ASSIGNED TASK
Please restate word for word the line holding "2 * Math.PI);" and every following line through the end of the entries.

RECORDS FOR THE TASK
--

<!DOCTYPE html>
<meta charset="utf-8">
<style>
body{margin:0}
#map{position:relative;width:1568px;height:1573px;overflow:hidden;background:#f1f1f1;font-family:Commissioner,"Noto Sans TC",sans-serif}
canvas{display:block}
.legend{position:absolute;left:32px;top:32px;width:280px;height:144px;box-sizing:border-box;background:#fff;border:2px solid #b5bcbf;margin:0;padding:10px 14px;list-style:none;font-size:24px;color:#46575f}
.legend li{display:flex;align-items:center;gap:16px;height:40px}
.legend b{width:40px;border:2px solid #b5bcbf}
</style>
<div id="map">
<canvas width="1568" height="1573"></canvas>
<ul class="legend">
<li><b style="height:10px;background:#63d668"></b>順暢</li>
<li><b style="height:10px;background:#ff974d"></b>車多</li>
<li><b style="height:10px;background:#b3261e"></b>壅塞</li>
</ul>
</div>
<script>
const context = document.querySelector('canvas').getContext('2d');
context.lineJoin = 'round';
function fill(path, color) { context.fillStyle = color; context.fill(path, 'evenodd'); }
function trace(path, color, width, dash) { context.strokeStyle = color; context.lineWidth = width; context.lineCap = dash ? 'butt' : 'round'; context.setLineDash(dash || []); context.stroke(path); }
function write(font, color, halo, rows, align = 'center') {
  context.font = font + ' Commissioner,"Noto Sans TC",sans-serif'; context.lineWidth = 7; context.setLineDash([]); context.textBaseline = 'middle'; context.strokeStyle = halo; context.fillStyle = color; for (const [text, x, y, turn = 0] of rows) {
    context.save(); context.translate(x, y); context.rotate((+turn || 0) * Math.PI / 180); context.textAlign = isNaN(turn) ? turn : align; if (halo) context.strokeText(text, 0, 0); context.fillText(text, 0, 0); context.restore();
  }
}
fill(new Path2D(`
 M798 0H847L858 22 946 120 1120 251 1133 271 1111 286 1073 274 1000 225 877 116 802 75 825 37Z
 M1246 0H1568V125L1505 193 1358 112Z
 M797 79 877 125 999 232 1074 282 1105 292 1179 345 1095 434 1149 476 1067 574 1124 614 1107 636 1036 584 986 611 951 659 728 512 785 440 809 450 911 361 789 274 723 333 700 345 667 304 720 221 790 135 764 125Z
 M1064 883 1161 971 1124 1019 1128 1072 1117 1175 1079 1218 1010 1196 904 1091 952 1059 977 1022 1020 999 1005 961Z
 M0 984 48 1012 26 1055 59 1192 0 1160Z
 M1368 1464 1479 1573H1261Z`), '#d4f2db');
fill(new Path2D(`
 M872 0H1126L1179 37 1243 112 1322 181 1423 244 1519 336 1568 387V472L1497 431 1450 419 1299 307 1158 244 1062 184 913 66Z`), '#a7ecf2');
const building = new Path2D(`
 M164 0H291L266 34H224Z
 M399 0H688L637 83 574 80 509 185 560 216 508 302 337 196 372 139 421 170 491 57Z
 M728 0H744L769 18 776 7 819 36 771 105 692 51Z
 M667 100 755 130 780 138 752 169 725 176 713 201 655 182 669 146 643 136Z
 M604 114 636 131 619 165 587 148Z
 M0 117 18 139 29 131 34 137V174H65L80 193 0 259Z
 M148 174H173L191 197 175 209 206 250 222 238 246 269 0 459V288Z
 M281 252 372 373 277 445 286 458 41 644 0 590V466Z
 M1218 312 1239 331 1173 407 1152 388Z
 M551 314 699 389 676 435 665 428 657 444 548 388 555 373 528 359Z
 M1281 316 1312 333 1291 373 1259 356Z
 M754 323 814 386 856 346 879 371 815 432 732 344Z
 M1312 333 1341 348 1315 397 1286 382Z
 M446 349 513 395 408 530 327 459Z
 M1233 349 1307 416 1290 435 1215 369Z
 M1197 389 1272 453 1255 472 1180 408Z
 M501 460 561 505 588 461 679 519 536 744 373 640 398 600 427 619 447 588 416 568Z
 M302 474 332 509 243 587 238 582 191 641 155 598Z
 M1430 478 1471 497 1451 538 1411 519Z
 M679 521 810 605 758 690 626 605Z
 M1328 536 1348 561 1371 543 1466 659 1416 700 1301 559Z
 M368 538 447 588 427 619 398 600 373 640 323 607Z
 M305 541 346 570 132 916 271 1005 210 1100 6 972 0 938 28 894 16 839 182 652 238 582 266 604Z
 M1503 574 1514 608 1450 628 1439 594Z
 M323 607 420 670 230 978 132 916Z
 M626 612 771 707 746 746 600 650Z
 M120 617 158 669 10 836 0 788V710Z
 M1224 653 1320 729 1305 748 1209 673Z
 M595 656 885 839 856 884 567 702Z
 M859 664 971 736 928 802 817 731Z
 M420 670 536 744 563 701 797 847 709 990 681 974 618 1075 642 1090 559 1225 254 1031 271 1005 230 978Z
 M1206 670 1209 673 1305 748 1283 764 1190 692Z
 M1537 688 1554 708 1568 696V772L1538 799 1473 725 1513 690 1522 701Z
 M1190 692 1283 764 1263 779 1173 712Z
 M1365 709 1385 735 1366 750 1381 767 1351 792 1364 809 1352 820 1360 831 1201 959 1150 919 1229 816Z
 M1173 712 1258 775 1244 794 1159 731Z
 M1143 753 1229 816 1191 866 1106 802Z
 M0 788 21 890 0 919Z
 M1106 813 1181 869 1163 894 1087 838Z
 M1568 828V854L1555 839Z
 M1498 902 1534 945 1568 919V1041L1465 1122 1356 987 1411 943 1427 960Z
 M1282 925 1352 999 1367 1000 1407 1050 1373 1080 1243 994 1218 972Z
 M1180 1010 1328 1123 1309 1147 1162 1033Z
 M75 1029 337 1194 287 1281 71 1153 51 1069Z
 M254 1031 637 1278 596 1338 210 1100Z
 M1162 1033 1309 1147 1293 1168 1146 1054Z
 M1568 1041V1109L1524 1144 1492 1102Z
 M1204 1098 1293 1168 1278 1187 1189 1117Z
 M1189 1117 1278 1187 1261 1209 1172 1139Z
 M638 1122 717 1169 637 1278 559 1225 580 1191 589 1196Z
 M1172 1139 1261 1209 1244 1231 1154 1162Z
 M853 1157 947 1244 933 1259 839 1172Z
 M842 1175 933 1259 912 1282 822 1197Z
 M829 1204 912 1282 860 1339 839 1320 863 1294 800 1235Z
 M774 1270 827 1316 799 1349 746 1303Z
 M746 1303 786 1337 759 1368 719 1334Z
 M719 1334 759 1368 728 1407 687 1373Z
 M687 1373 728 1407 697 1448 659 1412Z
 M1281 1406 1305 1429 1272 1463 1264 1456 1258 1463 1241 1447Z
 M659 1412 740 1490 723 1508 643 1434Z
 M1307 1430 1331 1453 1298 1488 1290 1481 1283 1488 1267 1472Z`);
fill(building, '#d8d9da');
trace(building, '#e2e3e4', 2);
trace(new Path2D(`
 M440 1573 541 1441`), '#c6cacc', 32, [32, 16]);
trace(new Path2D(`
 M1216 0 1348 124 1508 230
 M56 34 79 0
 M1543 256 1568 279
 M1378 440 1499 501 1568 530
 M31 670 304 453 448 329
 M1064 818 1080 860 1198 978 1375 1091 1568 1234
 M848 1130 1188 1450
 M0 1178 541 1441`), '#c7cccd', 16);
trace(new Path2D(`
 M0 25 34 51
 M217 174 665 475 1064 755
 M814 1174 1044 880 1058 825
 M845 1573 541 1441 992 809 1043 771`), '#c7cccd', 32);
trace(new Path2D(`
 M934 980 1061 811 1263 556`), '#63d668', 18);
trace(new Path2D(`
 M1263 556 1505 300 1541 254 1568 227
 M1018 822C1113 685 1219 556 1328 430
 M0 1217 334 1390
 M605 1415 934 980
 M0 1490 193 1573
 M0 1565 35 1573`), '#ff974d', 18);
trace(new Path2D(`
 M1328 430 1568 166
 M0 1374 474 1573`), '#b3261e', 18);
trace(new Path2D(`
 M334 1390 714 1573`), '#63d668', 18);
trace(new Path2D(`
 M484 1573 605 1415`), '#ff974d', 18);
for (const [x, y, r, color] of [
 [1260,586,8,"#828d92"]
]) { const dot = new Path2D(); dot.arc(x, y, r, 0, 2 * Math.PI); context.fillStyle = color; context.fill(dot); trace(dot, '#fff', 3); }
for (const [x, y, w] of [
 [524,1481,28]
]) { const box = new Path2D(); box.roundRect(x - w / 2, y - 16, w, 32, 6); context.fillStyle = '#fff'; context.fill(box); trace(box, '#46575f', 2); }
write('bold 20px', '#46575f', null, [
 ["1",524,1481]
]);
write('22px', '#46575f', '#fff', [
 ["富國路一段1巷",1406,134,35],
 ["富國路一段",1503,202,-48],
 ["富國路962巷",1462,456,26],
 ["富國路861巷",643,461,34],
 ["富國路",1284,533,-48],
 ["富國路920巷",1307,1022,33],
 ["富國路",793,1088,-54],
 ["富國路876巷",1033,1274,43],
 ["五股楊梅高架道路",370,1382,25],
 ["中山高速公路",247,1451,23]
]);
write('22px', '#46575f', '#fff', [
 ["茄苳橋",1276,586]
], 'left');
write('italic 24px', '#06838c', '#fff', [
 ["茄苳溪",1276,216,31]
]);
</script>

--

THE ANSWER
]) { const dot = new Path2D(); dot.arc(x, y, r, 0, 2 * Math.PI); context.fillStyle = color; context.fill(dot); trace(dot, '#fff', 3); }
for (const [x, y, w] of [
 [524,1481,28]
]) { const box = new Path2D(); box.roundRect(x - w / 2, y - 16, w, 32, 6); context.fillStyle = '#fff'; context.fill(box); trace(box, '#46575f', 2); }
write('bold 20px', '#46575f', null, [
 ["1",524,1481]
]);
write('22px', '#46575f', '#fff', [
 ["富國路一段1巷",1406,134,35],
 ["富國路一段",1503,202,-48],
 ["富國路962巷",1462,456,26],
 ["富國路861巷",643,461,34],
 ["富國路",1284,533,-48],
 ["富國路920巷",1307,1022,33],
 ["富國路",793,1088,-54],
 ["富國路876巷",1033,1274,43],
 ["五股楊梅高架道路",370,1382,25],
 ["中山高速公路",247,1451,23]
]);
write('22px', '#46575f', '#fff', [
 ["茄苳橋",1276,586]
], 'left');
write('italic 24px', '#06838c', '#fff', [
 ["茄苳溪",1276,216,31]
]);
</script>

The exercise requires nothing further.